| TASK TO CARRY OUT |
Transcribe the records below from the first line to the line that includes "ctx.font = font + ' Cabin,sans-serif';", inclusive, and omit the pictures.
=== DATA ===
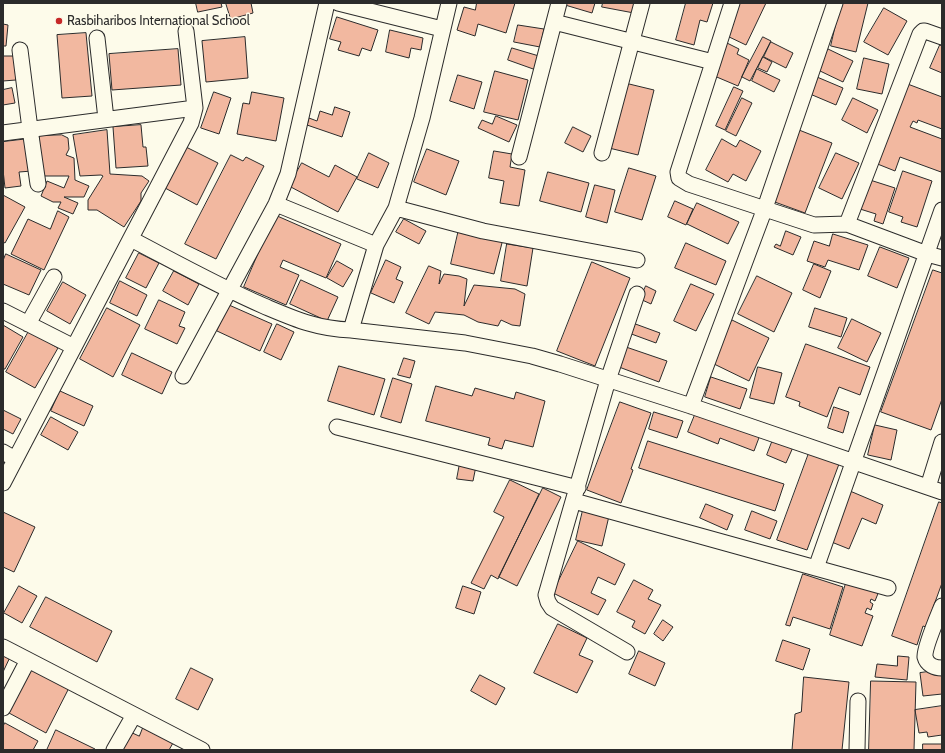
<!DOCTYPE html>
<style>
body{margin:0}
#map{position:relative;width:945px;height:753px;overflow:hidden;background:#fdfbea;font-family:Cabin,sans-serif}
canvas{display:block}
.frame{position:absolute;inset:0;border:4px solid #2b2b2b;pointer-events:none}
</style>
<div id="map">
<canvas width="945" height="753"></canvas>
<div class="frame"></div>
</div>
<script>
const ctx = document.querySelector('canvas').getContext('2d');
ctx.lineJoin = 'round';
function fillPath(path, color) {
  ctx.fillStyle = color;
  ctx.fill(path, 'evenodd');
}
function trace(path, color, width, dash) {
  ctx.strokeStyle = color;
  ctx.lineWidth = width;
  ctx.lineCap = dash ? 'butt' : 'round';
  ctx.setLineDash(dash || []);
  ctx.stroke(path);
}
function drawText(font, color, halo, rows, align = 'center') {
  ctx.font = font + ' Cabin,sans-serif';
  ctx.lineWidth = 3;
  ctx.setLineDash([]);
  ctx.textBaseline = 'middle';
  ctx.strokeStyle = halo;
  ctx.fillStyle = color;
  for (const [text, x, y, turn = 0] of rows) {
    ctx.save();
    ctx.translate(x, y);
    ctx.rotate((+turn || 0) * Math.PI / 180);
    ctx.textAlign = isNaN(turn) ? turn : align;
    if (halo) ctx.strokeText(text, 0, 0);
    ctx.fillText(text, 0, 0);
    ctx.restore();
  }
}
const building = new Path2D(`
 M196,3H221L222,7L198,12Z
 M226,3H251L253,13L231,19Z
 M477,3H515L506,33L478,24L475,36L457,30L464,7L475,10Z
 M565,3H595L592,13L565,5Z
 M603,3H636L634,13L602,7Z
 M686,3H713L707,22L700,20L694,45L676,40Z
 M740,3H766L746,45L725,35Z
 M841,3H868L856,52L831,46Z
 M884,8L907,21L888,55L864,42Z
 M337,17L378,30L371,51L362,48L359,56L338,50L341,42L330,39Z
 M3,24L8,25L6,46H3Z
 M518,25L544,29L540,47L514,42Z
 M390,30L423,38L421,50L411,48L409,58L386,52Z
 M86,33L92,96L62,98L57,35Z
 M245,37L248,78L206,82L202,41Z
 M763,37L771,41L750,81L742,77Z
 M771,42L793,53L786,68L764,57Z
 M727,43L739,49L737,54L749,60L738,86L712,75Z
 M940,45L942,46V73L930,68Z
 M512,48L539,56L536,70L508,60Z
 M178,49L181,85L112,90L109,54Z
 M828,49L853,61L843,82L818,70Z
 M3,56H14L16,80L3,81Z
 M763,57L772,62L767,72L758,68Z
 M864,58L889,64L882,94L857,89Z
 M757,69L780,80L774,92L752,81Z
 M495,71L528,80L518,120L484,112Z
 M458,75L482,82L474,109L450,101Z
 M817,77L843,88L836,105L810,94Z
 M625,83L654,90L638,155L609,148Z
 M905,83L942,97V129L918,120L917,123L913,121L910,127L942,139V168L941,172L900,157L895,171L875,163Z
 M734,87L743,91L725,130L716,126Z
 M12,88L15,103L3,105V90Z
 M214,92L231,98L219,134L201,128Z
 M252,92L284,98L276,141L237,134L243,103L249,104Z
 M742,98L752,103L736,136L726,131Z
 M853,98L878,110L867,133L842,120Z
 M335,107L350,112L342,137L307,125L309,118L317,121L320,111L332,115Z
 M496,116L517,125L509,142L478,128L482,120L492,124Z
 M141,125L143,147H146L148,166L116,168L113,127Z
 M573,127L591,136L583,152L565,143Z
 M107,130L110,174L142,176L149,181L141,193V201L124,227L97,210H88V200L103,176L101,175L80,176L73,135Z
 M799,130L832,143L805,213L772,201Z
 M62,135L68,138L69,149L66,155L74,158L75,180L89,186L84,197H64L78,203L73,214L58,208L61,202H53L41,196L47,181L64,188L69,176H41L39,136Z
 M28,139L32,171L19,172L21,186L5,188L3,170V142Z
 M722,139L736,147L740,140L761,151L746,181L733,174L728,182L706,170Z
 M186,147L218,163L197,205L165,188Z
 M427,149L459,161L446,195L414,182Z
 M494,151L512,154L510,167L525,170L519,206L500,203L504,181L489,178Z
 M369,153L389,163L378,188L357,179Z
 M836,153L859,163L842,199L819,188Z
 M231,155L243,161L246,157L264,166L216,259L185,244Z
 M302,163L329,177L335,165L357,177L338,212L289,186Z
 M629,168L656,176L642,220L615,212Z
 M903,171L932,181L917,227L901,222L903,217L889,212Z
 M548,172L589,183L581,212L540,201Z
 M870,180L895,188L883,224L874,221L876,214L860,209Z
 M595,185L615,190L607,223L586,217Z
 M3,195L25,207L5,243L3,242Z
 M675,201L693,209L686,225L668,217Z
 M697,203L739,222L728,244L687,224Z
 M58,211L69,217L44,270L11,254L28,219L50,229Z
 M275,215L341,244L326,278L283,260L280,267L299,275L286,305L244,287Z
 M404,219L426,231L419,244L396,232Z
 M459,229L503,239L494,274L451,264Z
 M786,231L801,237L793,255L774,247L776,244L780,246Z
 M833,234L868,245L859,270L828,260L825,267L807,261L814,241L829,246Z
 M686,243L726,261L716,285L675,268Z
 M507,244L533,248L527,286L501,281Z
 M880,247L909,258L897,288L868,276Z
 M139,253L159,263L146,288L126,278Z
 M6,254L41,270L29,295L3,284V261Z
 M386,260L401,267L396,279L403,282L394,303L371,293Z
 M337,261L353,270L343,287L327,278Z
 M592,262L630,278L595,366L557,351Z
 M814,264L831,271L820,298L803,290Z
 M429,266L441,271L439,284L444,274L459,276L467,279L464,306L474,285L515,289L525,294L520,326L512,325L501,320L498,326L478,322L464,315L435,312L429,324L406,313Z
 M933,270L942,273V399L931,430L881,412Z
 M174,271L199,284L188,305L163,291Z
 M757,276L792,293L774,332L738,314Z
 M301,280L338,297L327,321L290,304Z
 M120,281L147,295L137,316L110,303Z
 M63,282L86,295L70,324L47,311Z
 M691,284L714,294L696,331L674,321Z
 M646,286L656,291L651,304L640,299Z
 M159,300L185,312L179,326L185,328L177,344L145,329Z
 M229,305L272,324L260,351L217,331Z
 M107,308L140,325L113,377L80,359Z
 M815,308L847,318L841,337L809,327Z
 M852,319L881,333L867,362L838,348Z
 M732,320L769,338L749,381L712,363Z
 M630,322L660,333L656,343L626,332Z
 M277,324L294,332L281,360L264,352Z
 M3,325L23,337L5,369H3Z
 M29,331L58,348L35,388L6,372Z
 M806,344L870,367L860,395L839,387L827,417L799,406L800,402L786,397Z
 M626,347L667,361L659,382L619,367Z
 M132,353L172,372L162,394L122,375Z
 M404,358L415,361L410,378L398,375Z
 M339,366L385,379L374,415L328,401Z
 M758,367L782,373L774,404L750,398Z
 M711,377L747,389L740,409L705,397Z
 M393,378L412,384L401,423L381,417Z
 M436,386L472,396L475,388L514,399L516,392L545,401L533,447L505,440L502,449L488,445L490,438L426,421Z
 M60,391L93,406L84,426L51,411Z
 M620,402L651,413L631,469L633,470L621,503L587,490Z
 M834,407L849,412L843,433L828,428Z
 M3,410L21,419L13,434L3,429Z
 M697,410L760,435L754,451L720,438L718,444L688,432Z
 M654,412L683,421L677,438L649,429Z
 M51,417L78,432L68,450L41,435Z
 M875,425L897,430L891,460L868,455Z
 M774,437L794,445L786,463L767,455Z
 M648,441L784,484L775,511L639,468Z
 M809,453L839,464L807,550L777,540Z
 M460,463L476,466L473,481L457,479Z
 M510,480L539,494L498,579L491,575L484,589L471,583L504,517L494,512Z
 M543,488L561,497L517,586L499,577Z
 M850,491L883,505L876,524L862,518L849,549L829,541Z
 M939,502L942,503V583L926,627L923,626L917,645L892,636Z
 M706,504L733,515L727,530L700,518Z
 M583,510L609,516L602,546L576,540Z
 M752,511L777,521L770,539L745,530Z
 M3,512L35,527L14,572L3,567Z
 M578,541L625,564L615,585L598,577L591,593L606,600L598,615L553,593Z
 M803,574L843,587L830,629L793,617L790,626L786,625Z
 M634,580L653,590L648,599L661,605L645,634L632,627L635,621L617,612Z
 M847,580L879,591L875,601L871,599L870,602L873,604L871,610L867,608L865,613L873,616L862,646L830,635Z
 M19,586L37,596L22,623L4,613Z
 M463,586L481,592L474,614L456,608Z
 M46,597L112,631L97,662L30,627Z
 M663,620L673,627L663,641L654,634Z
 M558,624L587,638L579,655L593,661L577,693L534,673Z
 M783,640L810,649L803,670L776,661Z
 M3,649L12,653L3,672Z
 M639,651L665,663L655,686L629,674Z
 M898,656L909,657L907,680L875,677L877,664L897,666Z
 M33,664L71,684L46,733L9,713Z
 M191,668L213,679L198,710L176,699Z
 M942,670V694L923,696L920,673Z
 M480,675L505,688L496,705L471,691Z
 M804,677L849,682L842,750H792L795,714L801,712Z
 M871,681L916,682L914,750H869Z
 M942,706V735L928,737L927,732L919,733L915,710Z
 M5,723L38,741L33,750H3V727Z
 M143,728L173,743L169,750H118L128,731L139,736Z
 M56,730L95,749L94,750H47Z
 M923,744H942V750H923Z`);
const minor = new Path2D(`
 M338,3L442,29
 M732,3L678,172L679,178L689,184L814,225L847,224L927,254L942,258
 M554,22L713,62
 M97,38L106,119
 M20,50L30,129L38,184
 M3,133L195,108
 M602,153L642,3
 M519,157L559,3
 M276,204L376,245L396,208L483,231L637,260
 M396,208L422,118L449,3
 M847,224L920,34L923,31H925L942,37
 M131,239C175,262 218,286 264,306C295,319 317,329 351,330L465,343L532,356L560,364L691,406L942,492
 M3,311L74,347
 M28,324L54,277
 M351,330L376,245
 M183,376L276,204L288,174L327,3
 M691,406L765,208L835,3
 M337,427L578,488
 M3,452L15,459
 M3,483L191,123L195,108L186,31
 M928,487L942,442
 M574,501L888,588
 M816,568L942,210
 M942,606C938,616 924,648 925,657C927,665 935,668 942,668
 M3,647L202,750
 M627,652L552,608L548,602L546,595L608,380L637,294
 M3,708L28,660
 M114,750L134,715
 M857,750L858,701`);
const markers = [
 [59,21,4,"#c62828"]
];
const poiNames = [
 ["Rasbiharibos International School",67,21]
];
fillPath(building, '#f2b8a0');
trace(building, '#2b2b2b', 1);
trace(minor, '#2b2b2b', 17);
trace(minor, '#fdfbea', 15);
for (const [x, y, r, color] of markers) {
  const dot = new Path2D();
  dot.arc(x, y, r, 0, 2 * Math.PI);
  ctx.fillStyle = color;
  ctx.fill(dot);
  trace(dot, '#fdfbea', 1.5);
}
drawText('13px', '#2b2b2b', '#fdfbea', poiNames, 'left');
</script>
===
| TASK SOLUTION |
<!DOCTYPE html>
<style>
body{margin:0}
#map{position:relative;width:945px;height:753px;overflow:hidden;background:#fdfbea;font-family:Cabin,sans-serif}
canvas{display:block}
.frame{position:absolute;inset:0;border:4px solid #2b2b2b;pointer-events:none}
</style>
<div id="map">
<canvas width="945" height="753"></canvas>
<div class="frame"></div>
</div>
<script>
const ctx = document.querySelector('canvas').getContext('2d');
ctx.lineJoin = 'round';
function fillPath(path, color) {
  ctx.fillStyle = color;
  ctx.fill(path, 'evenodd');
}
function trace(path, color, width, dash) {
  ctx.strokeStyle = color;
  ctx.lineWidth = width;
  ctx.lineCap = dash ? 'butt' : 'round';
  ctx.setLineDash(dash || []);
  ctx.stroke(path);
}
function drawText(font, color, halo, rows, align = 'center') {
  ctx.font = font + ' Cabin,sans-serif';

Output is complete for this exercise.